14.2 helslot's gaming content library includes games provided by third-party software studios. Game session data generated during play is recorded by helslot's platform systems. helslot's content studio partners may also receive aggregated, anonymized gaming performance data for the purposes of game optimization and RTP certification.
14.3 helslot does not embed social media tracking pixels, advertising network tags, or third-party analytics code that transmits identifiable personal data to external commercial entities without your knowledge. helslot's analytics capabilities are operated as first-party tools under helslot's direct control.
15Amendments to This Privacy Policy
15.1 helslot reserves the right to update and amend this Privacy Policy from time to time to reflect changes in our data processing practices, evolving Philippine data privacy law, updates to PAGCOR regulations, or improvements to our privacy governance framework. The effective date at the top of this Policy indicates when the current version was last updated.

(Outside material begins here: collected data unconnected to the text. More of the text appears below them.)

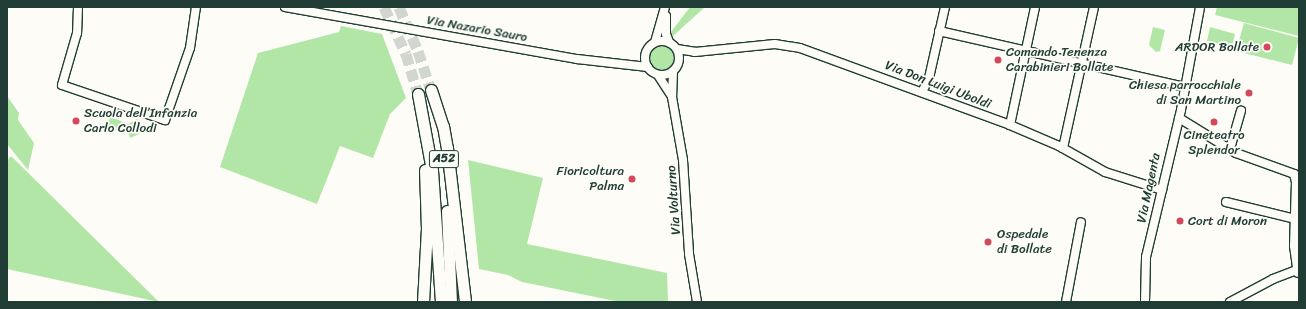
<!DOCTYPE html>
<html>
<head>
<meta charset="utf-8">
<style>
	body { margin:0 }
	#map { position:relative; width:1306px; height:309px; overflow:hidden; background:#fdfcf7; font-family:Sriracha,sans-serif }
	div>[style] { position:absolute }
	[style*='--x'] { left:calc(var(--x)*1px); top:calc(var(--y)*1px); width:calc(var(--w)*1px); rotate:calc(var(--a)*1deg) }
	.green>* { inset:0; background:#b2e6a7 }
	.round { border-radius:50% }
	.highway-tunnel>* { height:11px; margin-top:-5.5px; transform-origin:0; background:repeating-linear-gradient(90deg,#d1d6d0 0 11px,transparent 0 16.5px) }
	.roads { filter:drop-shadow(1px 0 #1f3d34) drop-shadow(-1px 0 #1f3d34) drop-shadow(0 1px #1f3d34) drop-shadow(0 -1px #1f3d34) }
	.minor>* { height:8px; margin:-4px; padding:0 4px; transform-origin:4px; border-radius:4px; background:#fdfcf7 }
	.minor>.ring { margin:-4px; padding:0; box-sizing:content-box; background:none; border:8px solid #fdfcf7; border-radius:50% }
	.highway>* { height:11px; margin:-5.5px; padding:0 5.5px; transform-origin:5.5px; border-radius:5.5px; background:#fdfcf7 }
	.dots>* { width:11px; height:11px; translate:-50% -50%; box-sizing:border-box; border:2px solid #fdfcf7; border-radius:50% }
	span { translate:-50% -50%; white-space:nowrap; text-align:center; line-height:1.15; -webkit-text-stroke:3.5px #fdfcf7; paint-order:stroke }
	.shield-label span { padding:1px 3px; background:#fdfcf7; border:1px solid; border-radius:3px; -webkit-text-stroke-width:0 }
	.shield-label { font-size:12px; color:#1f3d34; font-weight:700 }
	.street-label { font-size:13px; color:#1f3d34 }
	.poi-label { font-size:13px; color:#1f3d34 }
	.right { translate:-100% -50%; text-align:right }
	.left { translate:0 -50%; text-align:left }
	.frame { position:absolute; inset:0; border:8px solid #1f3d34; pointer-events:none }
</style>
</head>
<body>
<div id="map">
	<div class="green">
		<div style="clip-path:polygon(690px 7px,705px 7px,673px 36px,671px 32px)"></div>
		<div style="clip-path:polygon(1217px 7px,1299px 7px,1299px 36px,1215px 15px)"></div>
		<div style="clip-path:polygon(1244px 23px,1299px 38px,1292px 65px,1236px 51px)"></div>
		<div style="clip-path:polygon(341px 26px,382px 34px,406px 98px,390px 114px,373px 158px,340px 146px,317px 204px,220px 167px,258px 53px,339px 32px)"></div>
		<div style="clip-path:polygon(1153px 27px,1165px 30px,1160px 51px,1156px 52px,1149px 45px)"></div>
		<div style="clip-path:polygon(1210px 27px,1235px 34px,1232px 47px,1207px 41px)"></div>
		<div class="round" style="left:650px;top:44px;width:26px;height:26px"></div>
		<div style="clip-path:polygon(7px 96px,19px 113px,18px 120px,34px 143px,28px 170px,7px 144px)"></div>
		<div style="clip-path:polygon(111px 117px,128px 124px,137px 119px,141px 124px,139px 134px,130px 138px,127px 127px,122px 126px,120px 132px,104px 127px)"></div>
		<div style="clip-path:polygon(11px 156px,159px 302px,7px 269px,7px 161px)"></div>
		<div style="clip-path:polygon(468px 160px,543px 178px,527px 244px,667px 273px,668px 302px,620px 302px,522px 282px,508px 275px,479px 269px)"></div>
	</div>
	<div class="highway-tunnel">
		<div style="--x:384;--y:7;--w:52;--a:64.9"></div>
		<div style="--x:406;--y:54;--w:42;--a:73.3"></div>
		<div style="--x:399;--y:7;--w:48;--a:66.6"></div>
		<div style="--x:418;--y:51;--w:41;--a:71.6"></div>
	</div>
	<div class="roads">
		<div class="minor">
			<div style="--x:78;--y:7;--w:26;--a:92"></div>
			<div style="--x:77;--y:33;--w:54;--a:106.1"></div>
			<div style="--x:62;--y:85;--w:109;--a:18.8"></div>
			<div style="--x:165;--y:120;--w:76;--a:-70.9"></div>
			<div style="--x:190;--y:48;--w:41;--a:-81.7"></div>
			<div style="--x:285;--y:7;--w:297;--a:10.1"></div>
			<div style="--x:577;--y:59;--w:71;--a:6.4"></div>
			<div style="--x:666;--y:16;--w:18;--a:90"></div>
			<div style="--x:666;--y:34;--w:9;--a:69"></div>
			<div style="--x:939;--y:31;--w:253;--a:12.8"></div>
			<div class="ring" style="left:645px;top:41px;width:26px;height:26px"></div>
			<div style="--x:655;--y:42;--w:36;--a:-74"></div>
			<div style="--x:677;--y:49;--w:18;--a:9"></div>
			<div style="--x:695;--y:52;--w:80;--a:-5.7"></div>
			<div style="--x:775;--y:44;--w:25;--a:9"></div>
			<div style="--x:800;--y:48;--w:224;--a:20.1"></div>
			<div style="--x:1010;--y:125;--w:53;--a:23.2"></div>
			<div style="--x:1059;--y:146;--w:53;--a:29.5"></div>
			<div style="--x:1105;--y:172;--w:60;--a:17.5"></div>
			<div style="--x:673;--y:71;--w:26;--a:92"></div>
			<div style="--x:672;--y:97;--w:64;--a:80.1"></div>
			<div style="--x:683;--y:160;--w:94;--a:86.3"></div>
			<div style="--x:689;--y:254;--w:49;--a:80.5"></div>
			<div style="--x:658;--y:75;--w:24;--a:57"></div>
			<div style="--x:922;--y:92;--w:16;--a:-63"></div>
			<div style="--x:929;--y:78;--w:73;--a:-77.3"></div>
			<div style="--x:1179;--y:118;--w:67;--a:31.6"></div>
			<div style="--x:1236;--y:153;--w:62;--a:19.9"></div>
			<div style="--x:1010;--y:125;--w:121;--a:-78"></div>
			<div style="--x:1063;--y:148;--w:144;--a:-77.6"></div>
			<div style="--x:1230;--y:149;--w:40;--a:-74"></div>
			<div style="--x:1294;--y:174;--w:8;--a:76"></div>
			<div style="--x:1296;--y:182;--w:64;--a:91.8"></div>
			<div style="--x:1294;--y:246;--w:27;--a:82"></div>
			<div style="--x:1226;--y:202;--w:71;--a:13.8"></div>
			<div style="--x:1066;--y:302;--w:81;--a:-79.4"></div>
			<div style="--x:1145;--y:302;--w:45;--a:-88.7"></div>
			<div style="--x:1146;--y:257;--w:151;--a:-76.6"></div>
			<div style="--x:1181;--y:110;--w:105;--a:-79.5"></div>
			<div style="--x:1230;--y:302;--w:49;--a:-28.1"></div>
			<div style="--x:1273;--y:279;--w:28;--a:-21"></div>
		</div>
		<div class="highway">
			<div style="--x:431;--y:90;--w:38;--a:72"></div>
			<div style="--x:443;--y:126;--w:22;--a:80"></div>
			<div style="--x:447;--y:148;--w:155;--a:83.3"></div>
			<div style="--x:418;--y:94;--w:77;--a:79.6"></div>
			<div style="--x:432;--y:170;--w:132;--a:86.1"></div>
			<div style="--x:447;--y:211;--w:91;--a:87.5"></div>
			<div style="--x:423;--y:302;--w:73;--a:-86.9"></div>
			<div style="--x:427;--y:229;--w:59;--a:-91.9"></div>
		</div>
	</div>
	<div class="dots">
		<div style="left:1267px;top:47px;background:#d1495b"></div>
		<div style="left:998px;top:60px;background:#d1495b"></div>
		<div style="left:1249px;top:93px;background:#d1495b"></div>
		<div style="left:76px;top:121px;background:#d1495b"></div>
		<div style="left:1214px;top:122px;background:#d1495b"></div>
		<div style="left:632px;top:179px;background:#d1495b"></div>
		<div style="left:1180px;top:221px;background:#d1495b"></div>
		<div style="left:988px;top:242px;background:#d1495b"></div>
	</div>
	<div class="shield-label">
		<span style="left:444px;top:159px">A52</span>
	</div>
	<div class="street-label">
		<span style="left:477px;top:29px;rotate:10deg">Via Nazario Sauro</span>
		<span style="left:938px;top:85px;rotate:21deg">Via Don Luigi Uboldi</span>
		<span style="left:1149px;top:188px;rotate:-78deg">Via Magenta</span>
		<span style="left:674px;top:200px;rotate:-94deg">Via Volturno</span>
	</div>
	<div class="poi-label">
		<span class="right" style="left:1259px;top:47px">ARDOR Bollate</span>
		<span class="left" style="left:1006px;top:60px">Comando Tenenza<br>Carabinieri Bollate</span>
		<span class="right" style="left:1241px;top:93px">Chiesa parrocchiale<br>di San Martino</span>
		<span class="left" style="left:84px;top:121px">Scuola dell’Infanzia<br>Carlo Collodi</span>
		<span style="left:1214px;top:143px">Cineteatro<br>Splendor</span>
		<span class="right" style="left:624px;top:179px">Fioricoltura<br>Palma</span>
		<span class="left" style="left:1188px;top:221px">Cort di Moron</span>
		<span class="left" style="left:997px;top:242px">Ospedale<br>di Bollate</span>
	</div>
	<div class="frame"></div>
</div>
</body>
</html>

15.2 For material changes to this Privacy Policy — particularly those that affect your data subject rights or the purposes for which we process your personal data — helslot will provide advance notice through one or more of the following channels: a notification to your registered email address, an in-platform notification upon your next login, or a prominent notice on the helslot website.

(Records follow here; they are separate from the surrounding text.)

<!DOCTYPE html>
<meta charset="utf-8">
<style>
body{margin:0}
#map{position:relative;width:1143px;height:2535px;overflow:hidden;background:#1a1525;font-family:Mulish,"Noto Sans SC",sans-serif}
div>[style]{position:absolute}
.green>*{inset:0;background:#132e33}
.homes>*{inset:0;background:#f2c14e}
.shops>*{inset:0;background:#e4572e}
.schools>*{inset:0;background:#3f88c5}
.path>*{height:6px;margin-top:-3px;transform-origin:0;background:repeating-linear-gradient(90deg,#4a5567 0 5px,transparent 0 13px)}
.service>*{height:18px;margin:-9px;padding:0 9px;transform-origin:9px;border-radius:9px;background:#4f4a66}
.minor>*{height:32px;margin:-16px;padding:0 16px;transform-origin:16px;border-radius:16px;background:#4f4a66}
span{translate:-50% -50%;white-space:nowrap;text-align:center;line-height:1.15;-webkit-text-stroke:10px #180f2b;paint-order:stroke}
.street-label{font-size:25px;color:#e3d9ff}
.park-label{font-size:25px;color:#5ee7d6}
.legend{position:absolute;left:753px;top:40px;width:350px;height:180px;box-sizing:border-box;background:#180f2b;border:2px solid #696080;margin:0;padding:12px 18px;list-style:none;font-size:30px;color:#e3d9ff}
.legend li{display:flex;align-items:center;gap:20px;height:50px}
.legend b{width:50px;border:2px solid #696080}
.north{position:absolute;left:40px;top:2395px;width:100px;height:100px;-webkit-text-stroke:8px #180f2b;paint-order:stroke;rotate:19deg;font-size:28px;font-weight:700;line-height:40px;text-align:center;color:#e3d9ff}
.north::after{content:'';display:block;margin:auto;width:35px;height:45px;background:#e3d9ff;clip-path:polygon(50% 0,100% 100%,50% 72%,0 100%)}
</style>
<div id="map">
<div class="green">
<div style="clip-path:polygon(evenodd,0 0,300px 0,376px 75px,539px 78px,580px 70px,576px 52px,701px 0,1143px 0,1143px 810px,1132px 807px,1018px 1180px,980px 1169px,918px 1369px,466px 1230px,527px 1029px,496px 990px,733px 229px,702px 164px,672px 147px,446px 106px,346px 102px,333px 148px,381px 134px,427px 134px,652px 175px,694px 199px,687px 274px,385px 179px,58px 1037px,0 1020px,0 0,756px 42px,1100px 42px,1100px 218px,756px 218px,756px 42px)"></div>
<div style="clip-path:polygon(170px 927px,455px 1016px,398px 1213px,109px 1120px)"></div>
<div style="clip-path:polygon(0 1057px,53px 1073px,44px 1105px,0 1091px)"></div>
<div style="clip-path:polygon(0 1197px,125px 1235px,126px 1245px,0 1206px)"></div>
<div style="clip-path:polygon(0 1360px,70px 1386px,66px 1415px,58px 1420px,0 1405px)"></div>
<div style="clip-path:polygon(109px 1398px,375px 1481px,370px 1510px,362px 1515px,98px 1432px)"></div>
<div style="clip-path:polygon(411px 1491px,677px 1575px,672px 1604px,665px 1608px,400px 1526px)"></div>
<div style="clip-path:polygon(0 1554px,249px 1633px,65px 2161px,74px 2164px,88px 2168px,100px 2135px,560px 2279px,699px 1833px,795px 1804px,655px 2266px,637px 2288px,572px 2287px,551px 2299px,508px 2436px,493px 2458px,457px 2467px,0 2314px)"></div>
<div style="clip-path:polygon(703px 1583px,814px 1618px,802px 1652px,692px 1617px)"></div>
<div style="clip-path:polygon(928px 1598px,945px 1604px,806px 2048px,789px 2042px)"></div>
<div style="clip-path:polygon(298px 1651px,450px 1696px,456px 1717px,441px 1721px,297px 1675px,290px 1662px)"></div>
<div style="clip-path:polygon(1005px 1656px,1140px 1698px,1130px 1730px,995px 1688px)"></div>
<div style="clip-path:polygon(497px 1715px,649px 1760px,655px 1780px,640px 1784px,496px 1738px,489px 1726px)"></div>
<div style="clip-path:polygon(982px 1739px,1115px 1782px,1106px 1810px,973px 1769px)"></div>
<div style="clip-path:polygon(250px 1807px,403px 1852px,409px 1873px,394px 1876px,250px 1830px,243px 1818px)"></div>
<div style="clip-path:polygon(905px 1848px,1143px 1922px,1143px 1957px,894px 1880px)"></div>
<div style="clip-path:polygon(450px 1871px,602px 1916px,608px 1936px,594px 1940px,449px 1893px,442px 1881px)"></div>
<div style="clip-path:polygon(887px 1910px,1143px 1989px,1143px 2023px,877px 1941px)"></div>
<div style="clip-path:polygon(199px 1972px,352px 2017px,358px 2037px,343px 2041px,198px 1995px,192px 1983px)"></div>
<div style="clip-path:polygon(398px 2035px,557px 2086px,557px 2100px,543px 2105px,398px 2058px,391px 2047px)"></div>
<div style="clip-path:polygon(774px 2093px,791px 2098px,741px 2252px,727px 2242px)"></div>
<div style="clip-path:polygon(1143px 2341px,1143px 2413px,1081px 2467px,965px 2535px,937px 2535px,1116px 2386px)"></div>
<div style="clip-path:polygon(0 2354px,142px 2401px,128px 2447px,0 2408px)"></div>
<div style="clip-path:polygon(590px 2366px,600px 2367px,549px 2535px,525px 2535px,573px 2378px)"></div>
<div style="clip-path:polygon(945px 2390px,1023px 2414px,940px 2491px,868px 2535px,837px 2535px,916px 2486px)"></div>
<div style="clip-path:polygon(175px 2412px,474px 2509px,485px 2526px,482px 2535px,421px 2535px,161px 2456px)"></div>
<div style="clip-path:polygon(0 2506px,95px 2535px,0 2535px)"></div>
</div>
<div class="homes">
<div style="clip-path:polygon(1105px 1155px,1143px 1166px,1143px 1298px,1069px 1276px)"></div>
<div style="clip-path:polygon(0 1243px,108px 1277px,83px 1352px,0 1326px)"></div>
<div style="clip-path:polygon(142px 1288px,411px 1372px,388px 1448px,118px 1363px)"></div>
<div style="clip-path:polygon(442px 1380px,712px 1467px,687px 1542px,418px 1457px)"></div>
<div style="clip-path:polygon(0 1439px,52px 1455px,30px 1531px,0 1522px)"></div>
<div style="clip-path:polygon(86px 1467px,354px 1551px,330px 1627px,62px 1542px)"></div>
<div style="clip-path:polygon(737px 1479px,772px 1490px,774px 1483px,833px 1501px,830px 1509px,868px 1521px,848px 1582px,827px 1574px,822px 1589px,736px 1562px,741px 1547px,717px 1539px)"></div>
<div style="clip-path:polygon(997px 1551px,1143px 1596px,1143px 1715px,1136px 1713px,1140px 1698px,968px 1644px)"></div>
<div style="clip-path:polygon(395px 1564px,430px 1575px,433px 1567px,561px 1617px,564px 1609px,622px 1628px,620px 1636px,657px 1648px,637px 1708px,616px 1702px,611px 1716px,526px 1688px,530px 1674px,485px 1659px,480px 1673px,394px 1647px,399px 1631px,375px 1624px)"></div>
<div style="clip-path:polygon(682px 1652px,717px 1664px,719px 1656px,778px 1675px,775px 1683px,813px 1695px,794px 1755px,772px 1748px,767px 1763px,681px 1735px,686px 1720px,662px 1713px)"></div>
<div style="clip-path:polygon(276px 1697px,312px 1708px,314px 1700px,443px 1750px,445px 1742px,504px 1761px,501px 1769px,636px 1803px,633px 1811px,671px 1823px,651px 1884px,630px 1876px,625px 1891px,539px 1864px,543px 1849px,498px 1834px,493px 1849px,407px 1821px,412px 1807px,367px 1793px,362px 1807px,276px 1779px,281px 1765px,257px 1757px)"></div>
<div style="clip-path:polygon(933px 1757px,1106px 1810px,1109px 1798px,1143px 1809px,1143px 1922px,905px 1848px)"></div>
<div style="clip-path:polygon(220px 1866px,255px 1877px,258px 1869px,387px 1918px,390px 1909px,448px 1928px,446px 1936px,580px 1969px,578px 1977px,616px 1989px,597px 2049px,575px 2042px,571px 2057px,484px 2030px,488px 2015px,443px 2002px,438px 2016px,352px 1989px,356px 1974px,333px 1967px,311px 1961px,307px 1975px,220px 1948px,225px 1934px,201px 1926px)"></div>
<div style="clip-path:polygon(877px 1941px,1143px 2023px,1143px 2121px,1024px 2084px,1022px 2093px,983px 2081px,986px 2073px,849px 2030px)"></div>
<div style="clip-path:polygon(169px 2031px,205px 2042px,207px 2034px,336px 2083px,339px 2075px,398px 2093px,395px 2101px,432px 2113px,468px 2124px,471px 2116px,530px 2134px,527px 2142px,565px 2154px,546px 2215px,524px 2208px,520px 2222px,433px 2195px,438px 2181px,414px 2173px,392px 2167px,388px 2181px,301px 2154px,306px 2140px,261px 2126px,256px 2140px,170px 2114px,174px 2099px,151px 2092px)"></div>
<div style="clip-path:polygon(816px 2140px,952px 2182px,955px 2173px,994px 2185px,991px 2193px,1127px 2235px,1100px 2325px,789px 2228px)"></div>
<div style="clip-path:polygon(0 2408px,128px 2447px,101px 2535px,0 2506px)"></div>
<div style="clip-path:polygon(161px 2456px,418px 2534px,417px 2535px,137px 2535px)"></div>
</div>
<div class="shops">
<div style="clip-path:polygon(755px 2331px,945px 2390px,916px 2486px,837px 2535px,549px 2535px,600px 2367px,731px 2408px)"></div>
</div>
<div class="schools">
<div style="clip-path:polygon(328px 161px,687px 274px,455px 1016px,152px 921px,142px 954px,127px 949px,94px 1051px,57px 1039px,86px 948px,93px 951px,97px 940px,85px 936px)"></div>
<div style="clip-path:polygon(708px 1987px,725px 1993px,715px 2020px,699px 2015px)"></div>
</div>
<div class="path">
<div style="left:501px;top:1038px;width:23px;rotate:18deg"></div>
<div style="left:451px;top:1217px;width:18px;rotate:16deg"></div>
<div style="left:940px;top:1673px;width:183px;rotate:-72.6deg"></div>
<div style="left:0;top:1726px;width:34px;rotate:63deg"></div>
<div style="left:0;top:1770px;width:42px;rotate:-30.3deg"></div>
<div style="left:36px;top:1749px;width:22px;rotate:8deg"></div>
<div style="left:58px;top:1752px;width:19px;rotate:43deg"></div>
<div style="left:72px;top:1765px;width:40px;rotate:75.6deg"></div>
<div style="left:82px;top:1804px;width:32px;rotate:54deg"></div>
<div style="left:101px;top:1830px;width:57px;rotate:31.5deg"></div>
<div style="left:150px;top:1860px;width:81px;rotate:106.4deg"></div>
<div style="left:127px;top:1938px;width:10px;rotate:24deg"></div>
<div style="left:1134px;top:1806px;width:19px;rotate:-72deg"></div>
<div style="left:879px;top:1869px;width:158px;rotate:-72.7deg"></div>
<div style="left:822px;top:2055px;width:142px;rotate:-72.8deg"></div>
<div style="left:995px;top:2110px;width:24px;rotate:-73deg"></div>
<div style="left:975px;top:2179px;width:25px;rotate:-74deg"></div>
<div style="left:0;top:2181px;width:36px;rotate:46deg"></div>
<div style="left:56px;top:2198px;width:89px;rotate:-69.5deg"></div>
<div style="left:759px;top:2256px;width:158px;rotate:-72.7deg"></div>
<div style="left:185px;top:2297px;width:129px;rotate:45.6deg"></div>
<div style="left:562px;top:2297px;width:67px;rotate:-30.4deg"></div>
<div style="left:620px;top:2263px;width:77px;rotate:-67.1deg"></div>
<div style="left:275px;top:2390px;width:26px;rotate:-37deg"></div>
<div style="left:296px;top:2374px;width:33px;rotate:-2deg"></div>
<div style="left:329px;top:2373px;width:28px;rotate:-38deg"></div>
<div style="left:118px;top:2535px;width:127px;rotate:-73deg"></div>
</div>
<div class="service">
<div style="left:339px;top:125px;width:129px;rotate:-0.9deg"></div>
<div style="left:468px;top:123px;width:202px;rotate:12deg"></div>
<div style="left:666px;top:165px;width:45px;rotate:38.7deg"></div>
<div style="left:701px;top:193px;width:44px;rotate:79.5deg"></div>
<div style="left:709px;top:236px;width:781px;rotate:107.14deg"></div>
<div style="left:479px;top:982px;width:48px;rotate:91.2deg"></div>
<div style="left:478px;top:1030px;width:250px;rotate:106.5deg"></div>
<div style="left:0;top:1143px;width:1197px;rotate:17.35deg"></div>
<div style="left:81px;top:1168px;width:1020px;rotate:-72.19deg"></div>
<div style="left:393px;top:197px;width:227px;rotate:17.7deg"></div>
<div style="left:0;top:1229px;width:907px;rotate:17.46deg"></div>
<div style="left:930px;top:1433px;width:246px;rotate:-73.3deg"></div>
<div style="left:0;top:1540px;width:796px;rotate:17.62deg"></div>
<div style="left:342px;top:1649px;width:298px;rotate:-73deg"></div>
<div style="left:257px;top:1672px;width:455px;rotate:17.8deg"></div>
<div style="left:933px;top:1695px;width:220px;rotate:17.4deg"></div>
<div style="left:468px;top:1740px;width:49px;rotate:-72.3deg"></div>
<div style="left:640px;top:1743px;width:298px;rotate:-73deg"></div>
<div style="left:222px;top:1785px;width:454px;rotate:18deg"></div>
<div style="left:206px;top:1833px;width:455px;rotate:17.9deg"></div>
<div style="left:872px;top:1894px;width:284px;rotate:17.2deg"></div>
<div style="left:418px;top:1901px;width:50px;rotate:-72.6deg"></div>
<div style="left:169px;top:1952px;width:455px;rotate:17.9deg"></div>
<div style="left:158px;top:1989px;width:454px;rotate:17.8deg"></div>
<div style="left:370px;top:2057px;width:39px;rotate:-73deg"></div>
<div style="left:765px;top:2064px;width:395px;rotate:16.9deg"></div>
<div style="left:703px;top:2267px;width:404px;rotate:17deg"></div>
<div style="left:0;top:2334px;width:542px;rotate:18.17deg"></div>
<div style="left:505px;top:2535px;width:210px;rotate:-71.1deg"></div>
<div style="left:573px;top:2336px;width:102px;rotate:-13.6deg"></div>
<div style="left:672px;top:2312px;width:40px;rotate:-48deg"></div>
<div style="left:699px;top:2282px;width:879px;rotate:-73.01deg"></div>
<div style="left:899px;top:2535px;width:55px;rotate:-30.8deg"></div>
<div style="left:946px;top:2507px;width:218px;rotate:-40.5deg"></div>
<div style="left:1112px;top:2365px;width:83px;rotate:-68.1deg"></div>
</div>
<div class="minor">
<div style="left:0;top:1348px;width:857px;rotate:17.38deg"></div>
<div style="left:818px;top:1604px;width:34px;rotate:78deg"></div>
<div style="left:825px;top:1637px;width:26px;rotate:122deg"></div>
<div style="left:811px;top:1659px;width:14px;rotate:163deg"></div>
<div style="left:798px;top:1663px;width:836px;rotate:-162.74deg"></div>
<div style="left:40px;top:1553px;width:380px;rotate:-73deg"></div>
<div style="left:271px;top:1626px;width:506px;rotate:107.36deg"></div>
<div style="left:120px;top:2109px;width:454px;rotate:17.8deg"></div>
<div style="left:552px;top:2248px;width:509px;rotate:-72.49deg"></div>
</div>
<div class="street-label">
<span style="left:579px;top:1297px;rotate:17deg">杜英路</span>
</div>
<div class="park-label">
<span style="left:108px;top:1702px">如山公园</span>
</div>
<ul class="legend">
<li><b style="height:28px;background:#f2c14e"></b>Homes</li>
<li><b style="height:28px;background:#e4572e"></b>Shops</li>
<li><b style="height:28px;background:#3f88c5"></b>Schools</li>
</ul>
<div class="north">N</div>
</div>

15.3 Continued use of the helslot platform after the effective date of an updated Privacy Policy constitutes acknowledgment of the updated Policy. If you do not agree with any material change to this Policy, you may close your helslot account by contacting the support team. Account closure does not affect helslot's lawful obligation to retain certain records under Philippine law for the applicable retention periods.
15.4 The current version of this Privacy Policy is always accessible at helslot.app/privacy-policy. helslot recommends that all Players review this Policy periodically to stay informed of how their personal data is being handled.
16Contact & Data Protection Officer
16.1 For all matters relating to data privacy, data subject rights requests, privacy complaints, or inquiries about this Privacy Policy, Filipino players and platform visitors may contact helslot's Data Protection Officer using the following contact details:
- Role: Data Protection Officer, helslot
- Platform: helslot.app
- Email: [email protected] (plain text — not clickable; copy and paste into your email client)
- Live Chat: Available 24/7 through the helslot platform
16.2 helslot will acknowledge receipt of a data subject rights request or privacy complaint within five (5) business days. The DPO will investigate the matter and provide a substantive response within thirty (30) calendar days, or within an extended period where the complexity of the request warrants it.
16.3 If you are not satisfied with helslot's response to a privacy complaint, you have the right to escalate the matter to the Philippine National Privacy Commission (NPC), the national authority responsible for administering and enforcing the Data Privacy Act of 2012. The NPC operates a formal complaints procedure for data subjects who believe their privacy rights have been violated.